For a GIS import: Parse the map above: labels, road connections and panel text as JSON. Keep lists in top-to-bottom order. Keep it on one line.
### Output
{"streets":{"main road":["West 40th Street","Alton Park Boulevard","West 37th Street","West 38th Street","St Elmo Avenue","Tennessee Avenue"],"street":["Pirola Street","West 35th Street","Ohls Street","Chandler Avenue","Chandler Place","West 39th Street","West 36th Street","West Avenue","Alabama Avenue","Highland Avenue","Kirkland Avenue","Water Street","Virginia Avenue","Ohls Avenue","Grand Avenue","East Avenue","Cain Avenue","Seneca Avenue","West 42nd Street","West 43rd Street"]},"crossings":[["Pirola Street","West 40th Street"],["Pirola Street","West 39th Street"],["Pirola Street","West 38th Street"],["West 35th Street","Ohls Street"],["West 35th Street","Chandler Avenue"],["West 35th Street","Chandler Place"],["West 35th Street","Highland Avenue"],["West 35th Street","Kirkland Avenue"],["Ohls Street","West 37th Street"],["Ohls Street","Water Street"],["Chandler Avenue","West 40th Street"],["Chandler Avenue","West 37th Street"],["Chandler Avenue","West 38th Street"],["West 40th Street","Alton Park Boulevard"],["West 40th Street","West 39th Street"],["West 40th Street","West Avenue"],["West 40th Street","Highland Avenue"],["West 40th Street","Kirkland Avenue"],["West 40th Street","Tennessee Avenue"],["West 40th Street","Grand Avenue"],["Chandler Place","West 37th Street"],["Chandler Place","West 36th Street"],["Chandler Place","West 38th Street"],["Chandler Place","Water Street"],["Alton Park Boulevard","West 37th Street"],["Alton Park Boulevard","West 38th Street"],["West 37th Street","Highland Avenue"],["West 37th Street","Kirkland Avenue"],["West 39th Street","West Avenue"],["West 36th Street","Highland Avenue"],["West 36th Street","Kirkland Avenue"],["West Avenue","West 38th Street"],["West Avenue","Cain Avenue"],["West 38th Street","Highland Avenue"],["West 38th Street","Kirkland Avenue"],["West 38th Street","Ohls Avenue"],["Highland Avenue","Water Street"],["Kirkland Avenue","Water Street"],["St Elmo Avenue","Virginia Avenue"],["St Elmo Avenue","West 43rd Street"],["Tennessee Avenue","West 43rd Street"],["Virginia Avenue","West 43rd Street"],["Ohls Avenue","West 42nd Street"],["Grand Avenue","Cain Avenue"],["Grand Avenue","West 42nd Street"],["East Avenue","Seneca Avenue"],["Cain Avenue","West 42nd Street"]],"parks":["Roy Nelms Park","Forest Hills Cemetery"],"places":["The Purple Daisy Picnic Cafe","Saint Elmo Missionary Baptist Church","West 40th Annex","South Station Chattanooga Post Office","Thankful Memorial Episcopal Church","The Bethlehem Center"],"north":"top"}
==================================================
The complete listing, unchanged, is the expected answer.

For a GIS import: Parse the map above: labels, road connections and panel text as JSON. Keep lists in top-to-bottom order. Keep it on one line.
### Output
{"streets":{"main road":["West 40th Street","Alton Park Boulevard","West 37th Street","West 38th Street","St Elmo Avenue","Tennessee Avenue"],"street":["Pirola Street","West 35th Street","Ohls Street","Chandler Avenue","Chandler Place","West 39th Street","West 36th Street","West Avenue","Alabama Avenue","Highland Avenue","Kirkland Avenue","Water Street","Virginia Avenue","Ohls Avenue","Grand Avenue","East Avenue","Cain Avenue","Seneca Avenue","West 42nd Street","West 43rd Street"]},"crossings":[["Pirola Street","West 40th Street"],["Pirola Street","West 39th Street"],["Pirola Street","West 38th Street"],["West 35th Street","Ohls Street"],["West 35th Street","Chandler Avenue"],["West 35th Street","Chandler Place"],["West 35th Street","Highland Avenue"],["West 35th Street","Kirkland Avenue"],["Ohls Street","West 37th Street"],["Ohls Street","Water Street"],["Chandler Avenue","West 40th Street"],["Chandler Avenue","West 37th Street"],["Chandler Avenue","West 38th Street"],["West 40th Street","Alton Park Boulevard"],["West 40th Street","West 39th Street"],["West 40th Street","West Avenue"],["West 40th Street","Highland Avenue"],["West 40th Street","Kirkland Avenue"],["West 40th Street","Tennessee Avenue"],["West 40th Street","Grand Avenue"],["Chandler Place","West 37th Street"],["Chandler Place","West 36th Street"],["Chandler Place","West 38th Street"],["Chandler Place","Water Street"],["Alton Park Boulevard","West 37th Street"],["Alton Park Boulevard","West 38th Street"],["West 37th Street","Highland Avenue"],["West 37th Street","Kirkland Avenue"],["West 39th Street","West Avenue"],["West 36th Street","Highland Avenue"],["West 36th Street","Kirkland Avenue"],["West Avenue","West 38th Street"],["West Avenue","Cain Avenue"],["West 38th Street","Highland Avenue"],["West 38th Street","Kirkland Avenue"],["West 38th Street","Ohls Avenue"],["Highland Avenue","Water Street"],["Kirkland Avenue","Water Street"],["St Elmo Avenue","Virginia Avenue"],["St Elmo Avenue","West 43rd Street"],["Tennessee Avenue","West 43rd Street"],["Virginia Avenue","West 43rd Street"],["Ohls Avenue","West 42nd Street"],["Grand Avenue","Cain Avenue"],["Grand Avenue","West 42nd Street"],["East Avenue","Seneca Avenue"],["Cain Avenue","West 42nd Street"]],"parks":["Roy Nelms Park","Forest Hills Cemetery"],"places":["The Purple Daisy Picnic Cafe","Saint Elmo Missionary Baptist Church","West 40th Annex","South Station Chattanooga Post Office","Thankful Memorial Episcopal Church","The Bethlehem Center"],"north":"top"}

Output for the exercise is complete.